The pressure applied by the sleeves is one of the most important factors in the proper use of the GMOVE-SUIT. Depending on its compression power, the desired effects are different.
The sleeves pressure
GMOVE-SUIT is used for active compression. The aim is to maintain mobility during various applications. This therapy consists of compressing the lower limbs with a predefined pressure to achieve a defined goal.
This compression is made possible by inflating the air chambers of the sleeve surrounding the lower limbs. These chambers inflate with air and adapt to the pressure required by the patient. The higher the pressure demand, the more the air chambers will have to be inflated in order to apply compression to the lower limbs.

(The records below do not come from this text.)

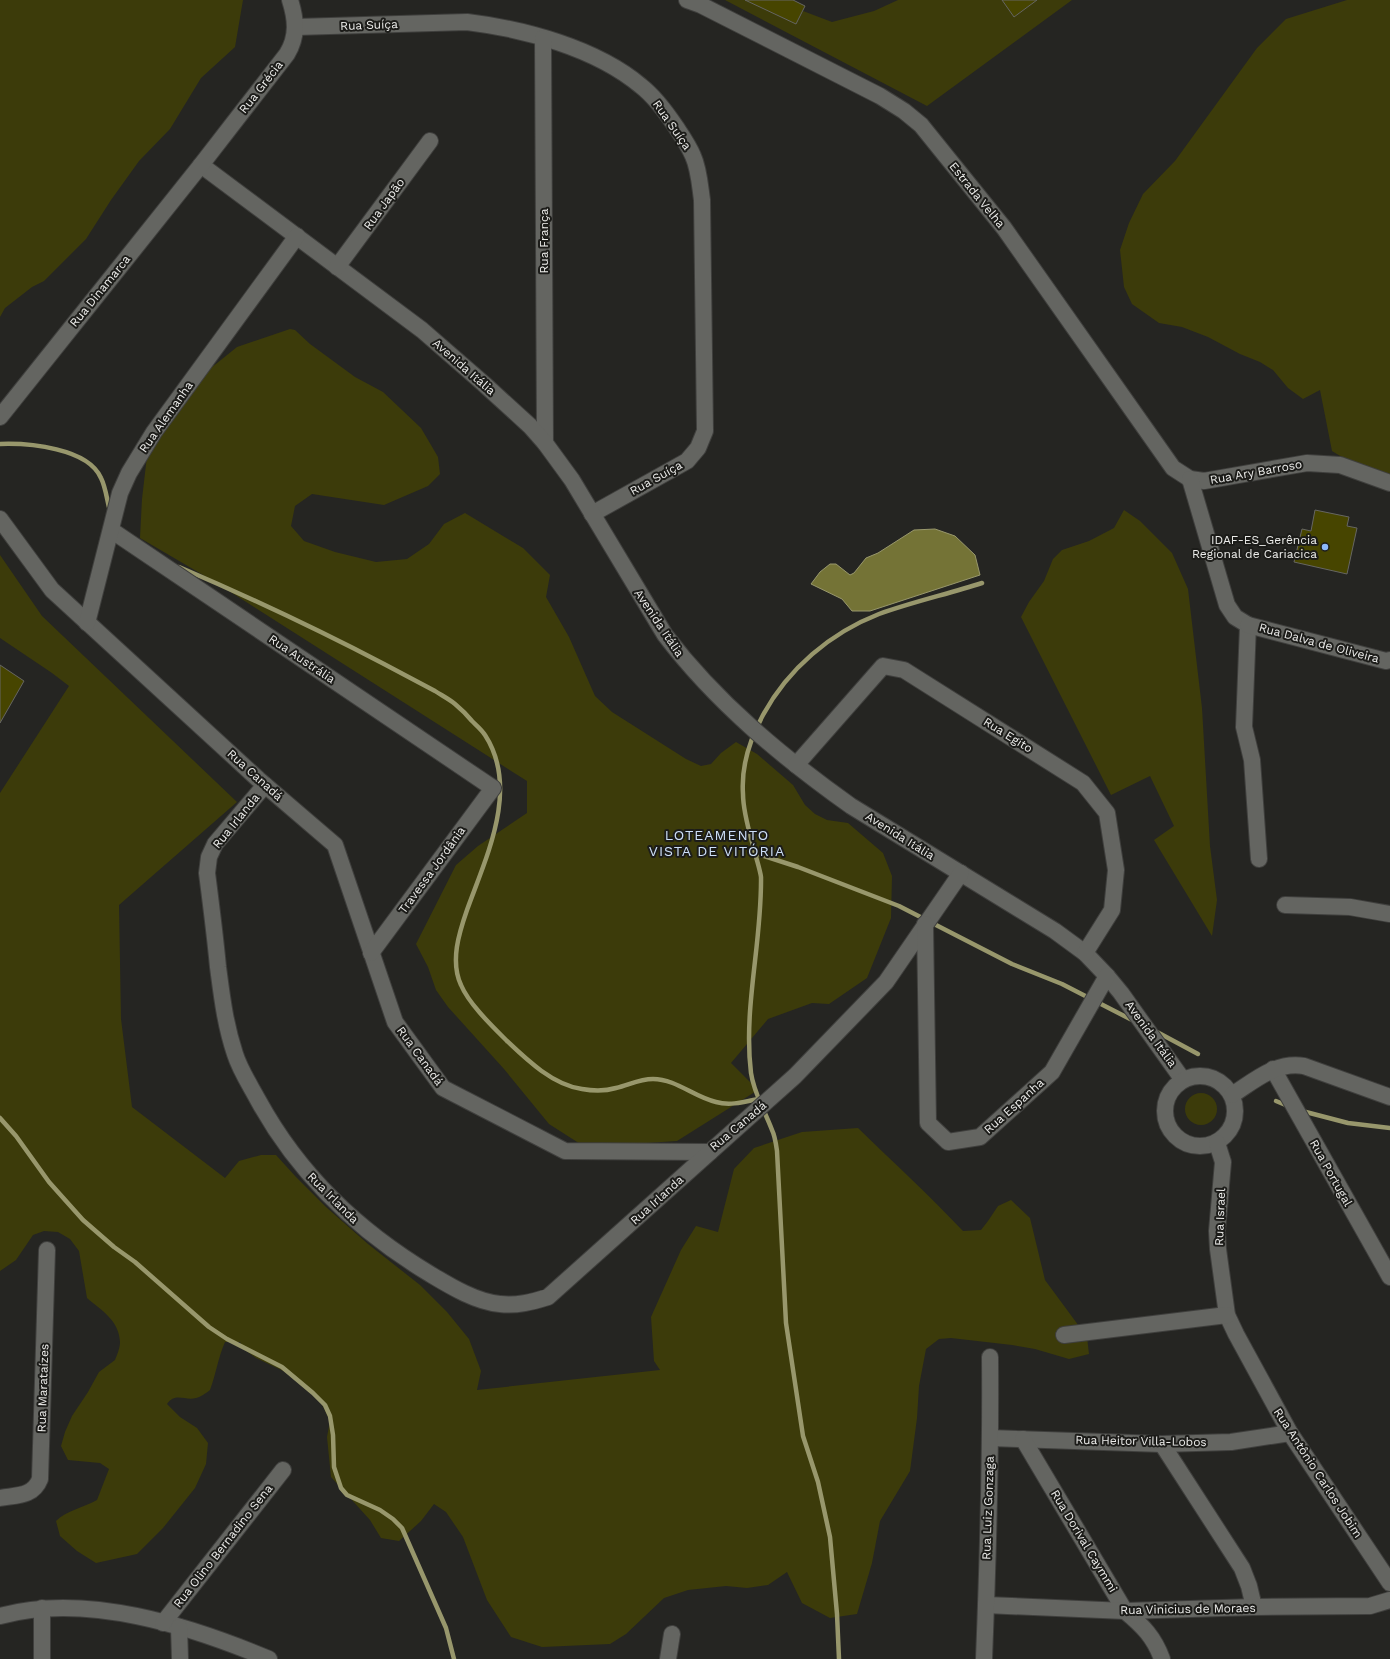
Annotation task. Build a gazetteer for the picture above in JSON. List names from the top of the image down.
{
  "streets": {
    "street": [
      "Rua Suíça",
      "Rua Grécia",
      "Estrada Velha",
      "Rua Japão",
      "Rua França",
      "Rua Dinamarca",
      "Avenida Itália",
      "Rua Alemanha",
      "Rua Ary Barroso",
      "Rua Dalva de Oliveira",
      "Rua Austrália",
      "Rua Egito",
      "Rua Canadá",
      "Rua Irlanda",
      "Travessa Jordânia",
      "Rua Espanha",
      "Rua Portugal",
      "Rua Israel",
      "Rua Marataízes",
      "Rua Heitor Villa-Lobos",
      "Rua Antônio Carlos Jobim",
      "Rua Luiz Gonzaga",
      "Rua Dorival Caymmi",
      "Rua Olino Bernadino Sena",
      "Rua Vinicius de Moraes"
    ]
  },
  "crossings": [
    ["Rua Suíça", "Rua Grécia"],
    ["Rua Suíça", "Rua França"],
    ["Rua Suíça", "Avenida Itália"],
    ["Rua Grécia", "Rua Dinamarca"],
    ["Rua Grécia", "Avenida Itália"],
    ["Estrada Velha", "Rua Ary Barroso"],
    ["Rua Japão", "Avenida Itália"],
    ["Rua França", "Avenida Itália"],
    ["Rua Dinamarca", "Avenida Itália"],
    ["Avenida Itália", "Rua Alemanha"],
    ["Avenida Itália", "Rua Egito"],
    ["Avenida Itália", "Rua Canadá"],
    ["Avenida Itália", "Rua Espanha"],
    ["Avenida Itália", "Rua Israel"],
    ["Rua Alemanha", "Rua Austrália"],
    ["Rua Alemanha", "Rua Canadá"],
    ["Rua Austrália", "Travessa Jordânia"],
    ["Rua Canadá", "Rua Irlanda"],
    ["Rua Canadá", "Travessa Jordânia"],
    ["Rua Canadá", "Rua Espanha"],
    ["Rua Israel", "Rua Antônio Carlos Jobim"],
    ["Rua Heitor Villa-Lobos", "Rua Antônio Carlos Jobim"],
    ["Rua Heitor Villa-Lobos", "Rua Luiz Gonzaga"],
    ["Rua Heitor Villa-Lobos", "Rua Dorival Caymmi"],
    ["Rua Luiz Gonzaga", "Rua Vinicius de Moraes"],
    ["Rua Dorival Caymmi", "Rua Vinicius de Moraes"]
  ],
  "districts": ["LOTEAMENTO VISTA DE VITÓRIA"],
  "places": ["IDAF-ES_Gerência Regional de Cariacica"]
}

Pressure is indicated in millimeters of mercury (mmHg). The GMOVE-SUIT offers a wide range, from 20 to 120mmHg, allow practitioners to personalise the treatment to the patient.
How to use it wisely?
It is between 20 and 60mmHg and when it’s used with GMOVE-SUIT, it is a process to enhance proprioception by triggering mechanoreceptor recognition. This pressure can also be applied to influence lymphatic circulation.
A pressure between 60 and 90mmHg is used to support venous return of the lower limbs. The search for the venous system allows a more efficient re-oxygenation of the blood. This level of pressure will generate better muscular recovery and deflation of the oedemas. During rehabilitation, medium pressure is also used during dynamic exercises. Applying light pressure during the process also facilitates proprioception and therefore the execution of the movement.
When using a compression between 90 and 120mmHg, the objective will be to accentuate muscle strengthening. Indeed, a high pressure on the lower limbs will decrease the oxygen supply via the blood to the muscles to allow for better activation of the lower limbs. This method is therefore useful for muscle strengthening at the end of the rehabilitation cycle in order to avoid heavy and high intensity exercise, as well as improving performance for athletes.